Like at least suggest old school forums, IRC, or usenet.
The GP didn't say Discord itself, but the Discord-like model of small communities. Ironically it's also the old web forum model.
Almost. The key difference is I can log in to Discord once and post in unlimited communities. The auth UX is excellent. Joining communities is very cheap.
We need an open protocol of this concept.
Discord is technically centralised but in a way that mostly doesn't matter at the point of use, and its design avoids many of the failure modes of old school forums, IRC, or usenet where moderator cabals take control of any community and bully lowly users.
how does it avoid that? i have experienced just as many power tripping mods on discord as i have on irc. the only difference to me is that i have never seen an irc channel with over 20 million users
By making it very easy for every user to start their own server, rather than the multiple tiers of ircops/server admins/etc. where some users genuinely do have more power (and/or a level of technical ability that becomes a difference in power) than others.
Yep.

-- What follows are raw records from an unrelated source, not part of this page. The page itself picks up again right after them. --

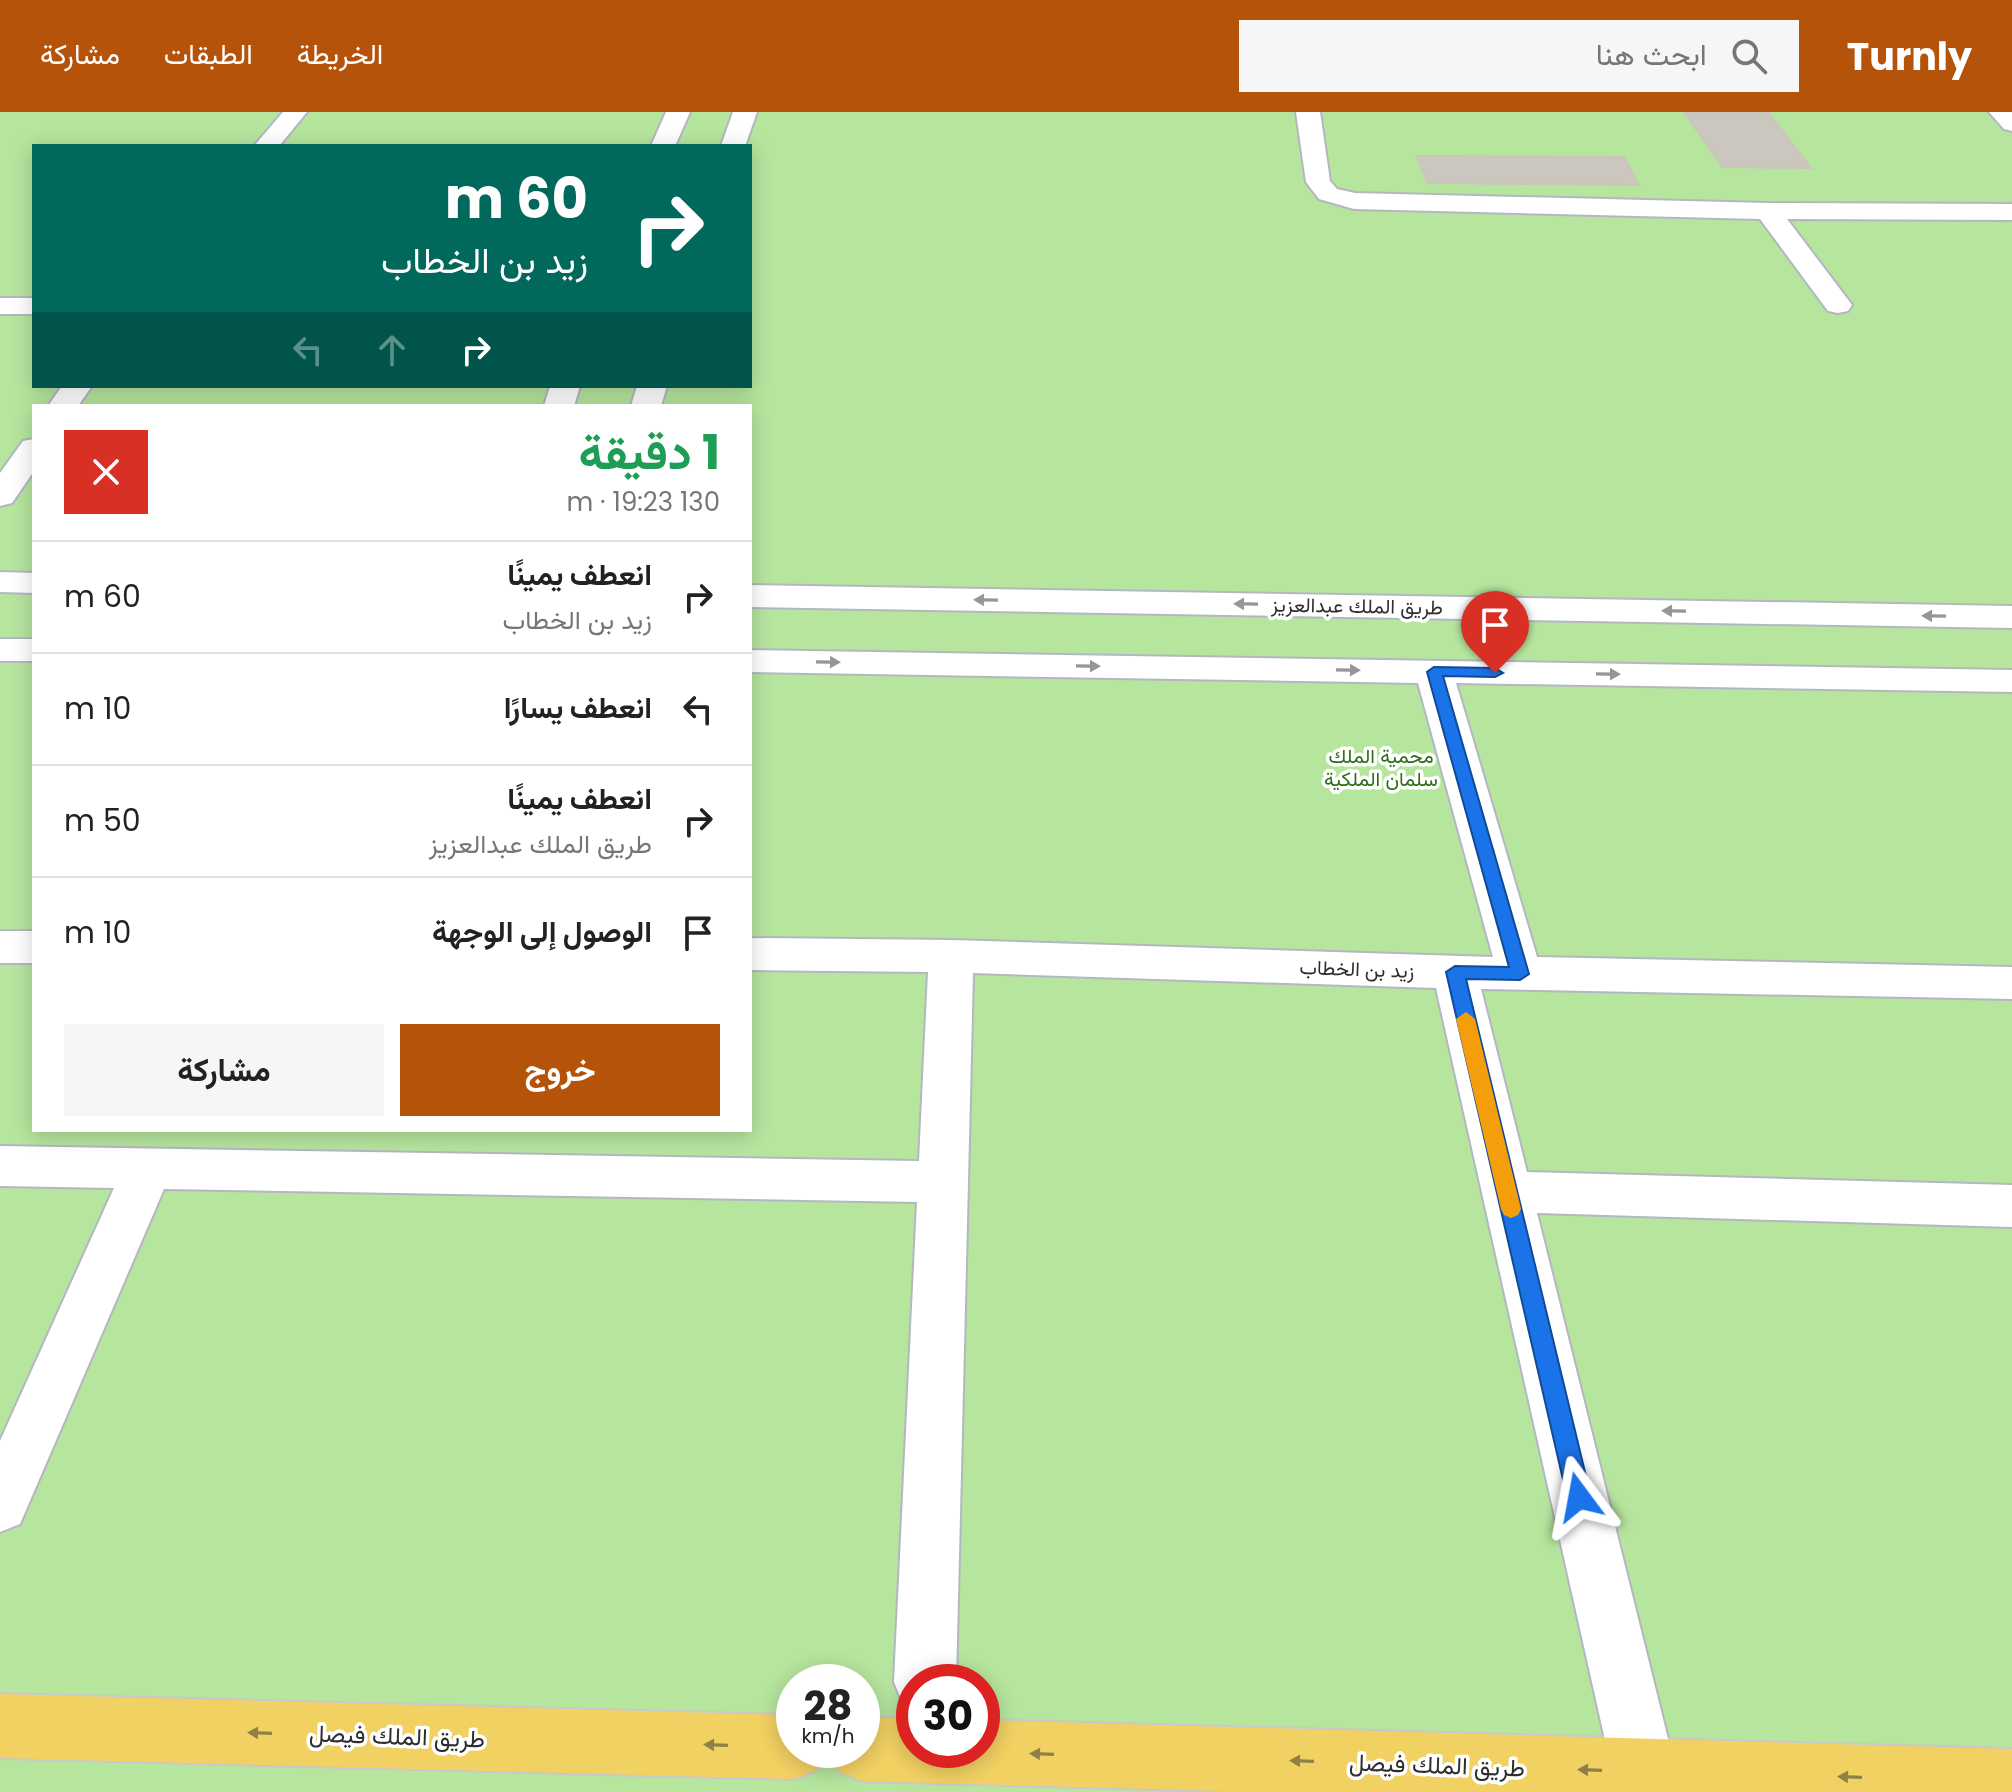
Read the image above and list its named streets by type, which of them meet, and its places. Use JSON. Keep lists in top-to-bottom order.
{
  "streets": {
    "main road": ["طريق الملك فيصل"],
    "street": ["طريق الملك عبدالعزيز", "زيد بن الخطاب"]
  },
  "one_way": ["طريق الملك فيصل"],
  "parks": ["محمية الملك سلمان الملكية"],
  "page": {
    "header": "Turnly",
    "search": "ابحث هنا",
    "nav": ["الخريطة", "الطبقات", "مشاركة"],
    "turn": ["60 m", "زيد بن الخطاب"],
    "heading": ["1 دقيقة", "130 m · 19:23"],
    "list": [
      {
        "name": "انعطف يمينًا",
        "note": "زيد بن الخطاب",
        "value": "60 m"
      },
      {
        "name": "انعطف يسارًا",
        "value": "10 m"
      },
      {
        "name": "انعطف يمينًا",
        "note": "طريق الملك عبدالعزيز",
        "value": "50 m"
      },
      {
        "name": "الوصول إلى الوجهة",
        "value": "10 m"
      }
    ],
    "buttons": ["خروج", "مشاركة"],
    "speed": "28 km/h",
    "limit": "30"
  }
}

Once a system gets too large, its starts to break down and everything you do to make work ends up centralizing the process just like in real life. If you want things to work you keep it small and distributed.
I don't disagree, but I'm baffled that, with P2P as your preferred outcome, your orientation toward federated infrastructure is one of opposition rather than support. It feels philosophically confused to me; they're your natural allies, they're a step in your preferred direction and they have an instance of real world success (well, to a degree) which is important. Whatever theory of change motivates this form of criticism of federated services can't be one that's, say, intentional or strategic about outcomes. It feels more first principles.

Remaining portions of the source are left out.